For her project, “This is America: Speak ‘American,’” Kaminsky worked with the Norris Square Neighborhood Project in Philadelphia’s Kensington neighborhood to examine what factors impact the reported use of Spanish by Puerto Ricans and whether negative multilingual messages influenced the attitudes of Puerto Rican community members.
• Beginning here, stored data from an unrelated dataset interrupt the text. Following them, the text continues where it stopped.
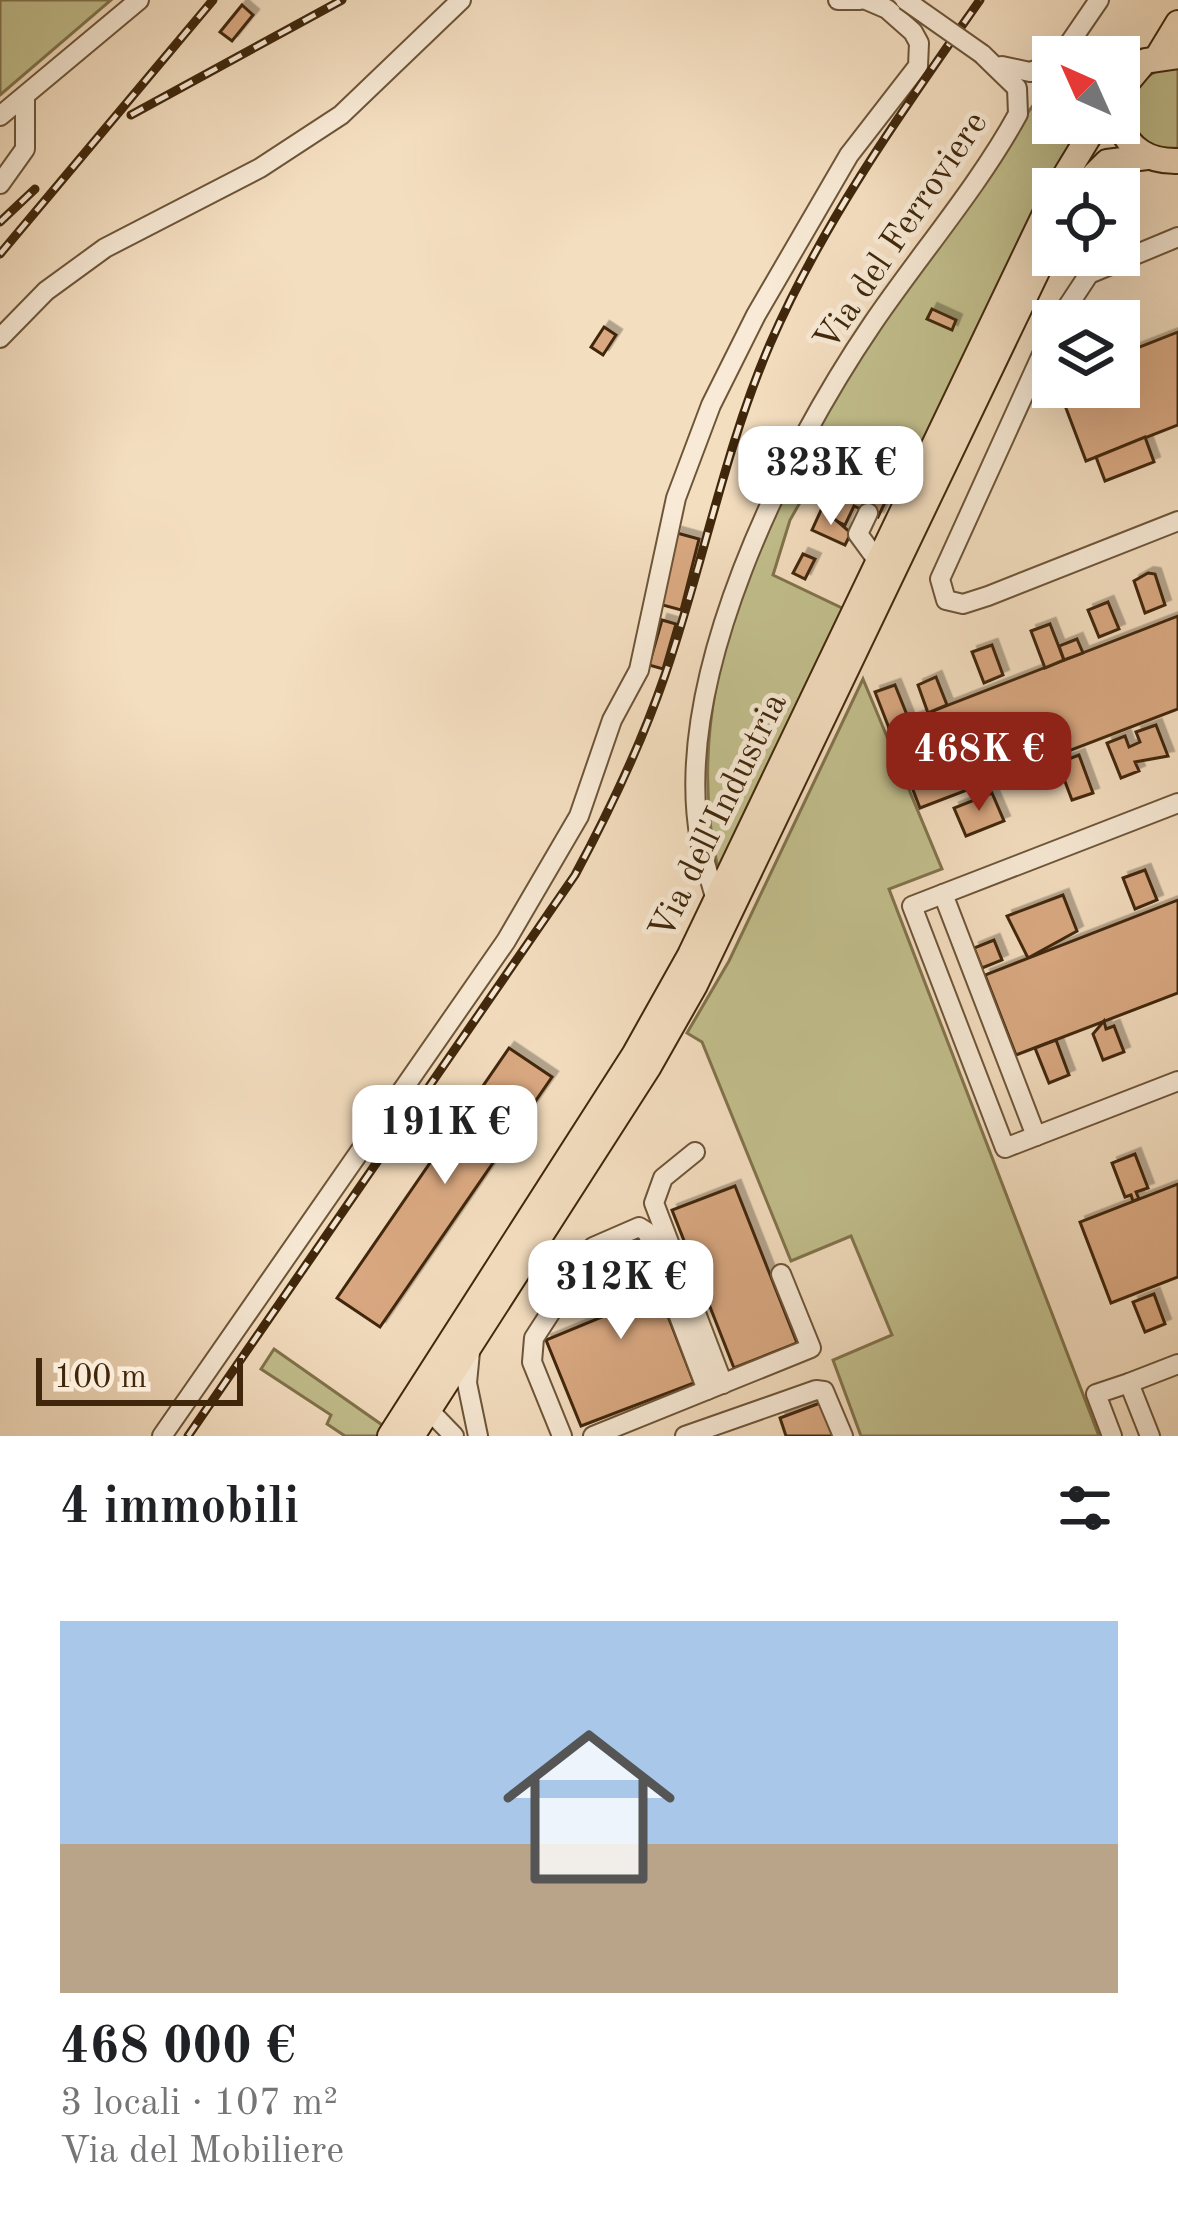 <!DOCTYPE html>
<html lang="it">
<head>
<meta charset="utf-8">
<style>
	:root { --surface:#fff; --page:#f6f6f6; --text:#202124; --muted:#757577; --accent:#8f2418 }
	body { margin:0; font-family:"Old Standard TT",serif; background:var(--page); color:var(--text); height:100vh; display:flex; flex-direction:column; font-size:45px; white-space:nowrap }
	* { box-sizing:border-box; margin:0 }
	p { font-size:39px; color:var(--muted) }
	.icon { flex:none; width:66px; height:66px; fill:none; stroke:currentColor; stroke-width:2; stroke-linecap:round; stroke-linejoin:round }
	.map { position:relative; height:1436px; overflow:hidden }
	.details { display:flex; flex-direction:column; background:var(--surface); flex:1 }
	.details>* { flex:none }
	.needle { width:78px; rotate:315deg }
	.tools { position:absolute; left:1032px; top:36px; display:grid; gap:24px }
	.tools a { display:grid; place-items:center; width:108px; height:108px; border-radius:0px; background:var(--surface); box-shadow:0 12px 48px #0002; font-size:60px }
	.scale { position:absolute; left:36px; bottom:30px; width:207px; box-sizing:border-box; padding-left:12px; border:6px solid #40270b; border-top:0; font-size:33px; line-height:42px; white-space:nowrap; color:#40270b; -webkit-text-stroke:9px #f8ead6; paint-order:stroke }
	.price { position:absolute; translate:-50% -102px; padding:0 27px; border-radius:24px; background:#fff; color:#222; font-size:39px; line-height:78px; filter:drop-shadow(0 3px 6px #0008) }
	.price::after { content:''; position:absolute; left:50%; top:72px; width:36px; height:27px; margin-left:-18px; background:inherit; clip-path:polygon(0 0,100% 0,50% 100%) }
	.price.active { background:var(--accent); color:#fff }
	ul { padding:0; list-style:none }
	li { display:grid; align-content:center; gap:24px; height:636px; padding:0 60px }
	li span { display:grid; place-items:center; height:372px; border-radius:0px; color:#555 }
	li>.icon { margin-inline-start:auto }
	span .icon { width:216px; height:216px; fill:#fffc; stroke-width:1 }
	li b { font-size:51px }
	h2 { display:flex; justify-content:space-between; align-items:center; height:144px; padding:0 60px; font-size:51px }
	.map>svg:first-child { display:block }
</style>
</head>
<body>
<div class="map">
<svg width="1178" height="1436" viewBox="0 0 1178 1436">
	<defs>
		<filter id="shadow"><feDropShadow dx="5.5" dy="-5.5" stdDeviation="0" flood-color="#0004"/></filter>
	</defs>
	<rect width="100%" height="100%" fill="#f4dec0"/>
	<filter id="stains"><feTurbulence type="fractalNoise" baseFrequency=".00167" numOctaves="4"/><feColorMatrix values="0 0 0 0 .2 0 0 0 0 .09 0 0 0 0 .02 0 0 0 .5 -.17"/></filter>
	<radialGradient id="worn" r=".72"><stop offset=".6" stop-color="#630" stop-opacity="0"/><stop offset="1" stop-color="#630" stop-opacity=".3"/></radialGradient>
	<!-- green -->
	<g fill="#c2bf8d" stroke="#81734c" stroke-width="3">
		<polygon points="0,0 111,0 0,95"/>
		<path d="M1178,66V148C1114,154 1109,74 1178,66Z"/>
		<path d="M1053,77V123H1088L1020,238L917,455L879,436L856,433L820,488L806,492L790,520L773,575L844,609L719,873C651,592 903,293 1053,77Z"/>
		<polygon points="863,679 942,869 889,889 1099,1436 861,1436 833,1360 892,1335 851,1236 791,1261 702,1042 687,1033 729,961"/>
		<polygon points="274,1349 385,1427 379,1436 345,1436 327,1424 331,1415 261,1369"/>
	</g>
	<!-- building -->
	<g fill="#daa982" stroke="#40270b" stroke-width="3" filter="url(#shadow)">
		<polygon points="242,5 253,15 232,41 220,32"/>
		<polygon points="932,309 956,320 952,330 927,319"/>
		<polygon points="604,327 616,335 603,355 591,347"/>
		<polygon points="1178,332 1178,425 1086,461 1058,387 1119,387 1119,355"/>
		<polygon points="1145,437 1154,462 1105,481 1096,457"/>
		<polygon points="853,474 890,492 878,517 854,506 845,525 832,519"/>
		<polygon points="822,508 851,533 845,545 812,530"/>
		<polygon points="677,533 699,539 681,610 659,604"/>
		<polygon points="803,554 815,559 805,579 793,573"/>
		<polygon points="1148,573 1155,574 1165,605 1145,613 1134,581"/>
		<polygon points="1108,602 1119,629 1099,637 1088,610"/>
		<polygon points="1178,616 1178,709 920,808 889,728"/>
		<polygon points="662,620 676,624 663,669 649,665"/>
		<polygon points="1050,624 1064,660 1045,668 1031,631"/>
		<polygon points="1077,639 1083,653 1064,660 1059,646"/>
		<polygon points="992,645 1003,675 984,683 972,652"/>
		<polygon points="936,677 947,705 928,713 918,685"/>
		<polygon points="895,685 909,720 889,728 875,692"/>
		<polygon points="1156,725 1168,756 1135,762 1139,771 1121,778 1107,743 1125,736 1129,747 1140,742 1136,732"/>
		<polygon points="1079,755 1093,793 1072,800 1058,763"/>
		<polygon points="992,793 1004,821 966,836 954,808"/>
		<polygon points="1145,870 1157,900 1135,909 1123,878"/>
		<polygon points="1063,895 1077,931 1028,958 1007,916"/>
		<polygon points="1178,900 1178,993 1016,1055 985,975"/>
		<polygon points="994,940 1002,960 982,968 974,948"/>
		<polygon points="1104,1021 1106,1029 1114,1026 1124,1052 1103,1060 1093,1034"/>
		<polygon points="1056,1040 1069,1075 1049,1083 1035,1048"/>
		<polygon points="509,1048 552,1077 380,1327 337,1298"/>
		<polygon points="1135,1154 1148,1188 1136,1192 1139,1199 1133,1201 1131,1195 1125,1197 1112,1163"/>
		<polygon points="1178,1184 1178,1277 1111,1303 1080,1222"/>
		<polygon points="735,1186 797,1343 734,1368 672,1210"/>
		<polygon points="638,1239 694,1383 581,1426 546,1340 602,1317 586,1274 604,1267 599,1254"/>
		<polygon points="1154,1294 1165,1324 1145,1332 1133,1302"/>
		<polygon points="820,1403 833,1436 786,1436 780,1418"/>
	</g>
	<g fill="none" stroke-linecap="round" stroke-linejoin="round">
		<defs>
			<g id="minor">
				<polyline points="838,0 860,0"/>
				<polyline points="1060,57 1099,0"/>
				<polyline points="1002,66 1030,72 1053,64"/>
				<polyline points="0,116 139,0"/>
				<polyline points="0,184 25,149 25,97"/>
				<polyline points="1058,321 1089,274 1178,237"/>
				<polyline points="1053,330 940,579 946,600 963,604 988,596 1178,521"/>
				<polyline points="0,338 46,291 105,248 260,168 341,115 461,0"/>
				<polyline points="880,488 887,475 922,464"/>
				<polyline points="868,513 858,534 877,560"/>
				<polyline points="943,894 912,906 1005,1148 1178,1081"/>
				<path d="M716,901C711,881 703,860 700,840C671,679 785,452 873,323C920,254 978,187 1018,114L1017,88L982,54"/>
				<polyline points="1036,1136 943,894 1178,803"/>
				<polyline points="695,1152 663,1178 654,1203 723,1384"/>
				<polyline points="470,1352 467,1383 478,1436"/>
				<polyline points="424,1405 454,1436"/>
				<polyline points="162,1436 506,941 579,816 612,720 639,670 676,498 711,405 756,315 849,155 918,66 919,43 913,32 887,9 866,0"/>
				<polyline points="562,1436 532,1362 534,1338 593,1247 639,1227 647,1232 707,1390"/>
				<polyline points="593,1436 811,1348 781,1274"/>
				<polyline points="685,1436 816,1390 824,1391 843,1436"/>
				<polyline points="1112,1436 1096,1394 1129,1383"/>
				<polyline points="1150,1436 1129,1383 1178,1364"/>
			</g>
			<g id="major">
				<polyline points="1158,56 1178,23"/>
				<polyline points="1119,92 1145,61 1178,56"/>
				<path d="M1118,123C1130,150 1149,162 1178,161"/>
				<polyline points="1057,189 1097,123"/>
				<polyline points="1080,189 1107,162 1147,157"/>
				<polyline points="390,1436 634,1055 690,955 1053,197"/>
				<polyline points="412,1436 648,1068 695,985 1053,238"/>
			</g>
		</defs>
		<!-- minor casing -->
		<use href="#minor" stroke="#6d5538" stroke-width="22"/>
		<!-- major casing -->
		<use href="#major" stroke="#40270b" stroke-width="28"/>
		<!-- minor -->
		<use href="#minor" stroke="#f8ead6" stroke-width="18"/>
		<!-- major -->
		<use href="#major" stroke="#f4dec0" stroke-width="24"/>
		<defs>
			<g id="rail">
				<polyline points="131,115 342,0"/>
				<polyline points="0,222 35,189"/>
				<polyline points="0,254 213,0"/>
				<path d="M188,1436L575,875C610,810 641,745 665,675C703,565 724,451 770,344C824,220 903,110 980,0"/>
			</g>
		</defs>
		<!-- rail casing -->
		<use href="#rail" stroke="#40270b" stroke-width="9"/>
		<!-- rail -->
		<use href="#rail" stroke="#f8ead6" stroke-width="4.5" stroke-dasharray="14" stroke-linecap="butt"/>
		<defs>
			<polyline id="minor-bridge" points="905,0 982,54"/>
		</defs>
		<!-- minor-bridge casing -->
		<use href="#minor-bridge" stroke="#6d5538" stroke-width="22" stroke-linecap="butt"/>
		<!-- minor-bridge -->
		<use href="#minor-bridge" stroke="#f8ead6" stroke-width="18"/>
	</g>
	<g text-anchor="middle" stroke-width="10" stroke-linejoin="round" paint-order="stroke">
		<!-- street labels -->
		<g font-size="36" fill="#40270b" stroke="#f8ead6">
			<text transform="translate(899 230) rotate(-56)" y="13">Via del Ferroviere</text>
			<text transform="translate(716 815) rotate(-64)" y="13">Via dell'Industria</text>
		</g>
	</g>
	<rect width="100%" height="100%" filter="url(#stains)"/>
	<rect width="100%" height="100%" fill="url(#worn)"/>
</svg>
<div class="tools">
<a><svg class="needle" viewBox="-14 -14 28 28"><path d="M0-13l5 13h-10z" fill="#e53935"/><path d="M0 13l5-13h-10z" fill="#757577"/></svg></a>
<a><svg class="icon" aria-label="locate" viewBox="0 0 24 24"><circle cx="12" cy="12" r="6"/><path d="M12 2v4M12 18v4M2 12h4M18 12h4"/></svg></a>
<a><svg class="icon" aria-label="layers" viewBox="0 0 24 24"><path d="M12 4l9 5-9 5-9-5zM3 14l9 5 9-5"/></svg></a>
</div>
<div class="scale">100 m</div>
<b class="price" style="left:831px;top:528px">323K €</b>
<b class="price active" style="left:979px;top:814px">468K €</b>
<b class="price" style="left:445px;top:1187px">191K €</b>
<b class="price" style="left:621px;top:1342px">312K €</b>
</div>
<section class="details">
<h2>4 immobili<svg class="icon" aria-label="filters" viewBox="0 0 24 24"><path d="M4 7h16M4 17h16"/><circle cx="9" cy="7" r="2"/><circle cx="15" cy="17" r="2"/></svg></h2>
<ul>
<li><span style="background:linear-gradient(#a9c7e8 60%,#b9a48a 0)"><svg class="icon" aria-label="home" viewBox="0 0 24 24"><path d="M3 11l9-7 9 7M6 9v11h12V9"/></svg></span><div><b>468 000 €</b><p>3 locali · 107 m²</p><p>Via del Mobiliere</p></div></li>
</ul>
</section>
</body>
</html>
She found that the negative messages had a positive effect on older community members by increasing their pride and desire to speak their native language.

“It showed me that for the older generation, speaking Spanish is an integral part of their identity,” said Kaminsky, of Doylestown, Pennsylvania.

She said the research experience was probably more influential to her than any class she took at Temple. “The biggest thing I take away from this project is not just learning research methodology, but how do you make it relevant and accessible to the community to help them,” said Kaminsky.

Over the past decade, Temple has increased its investment in undergraduate research from approximately $150,000 to more than $2 million.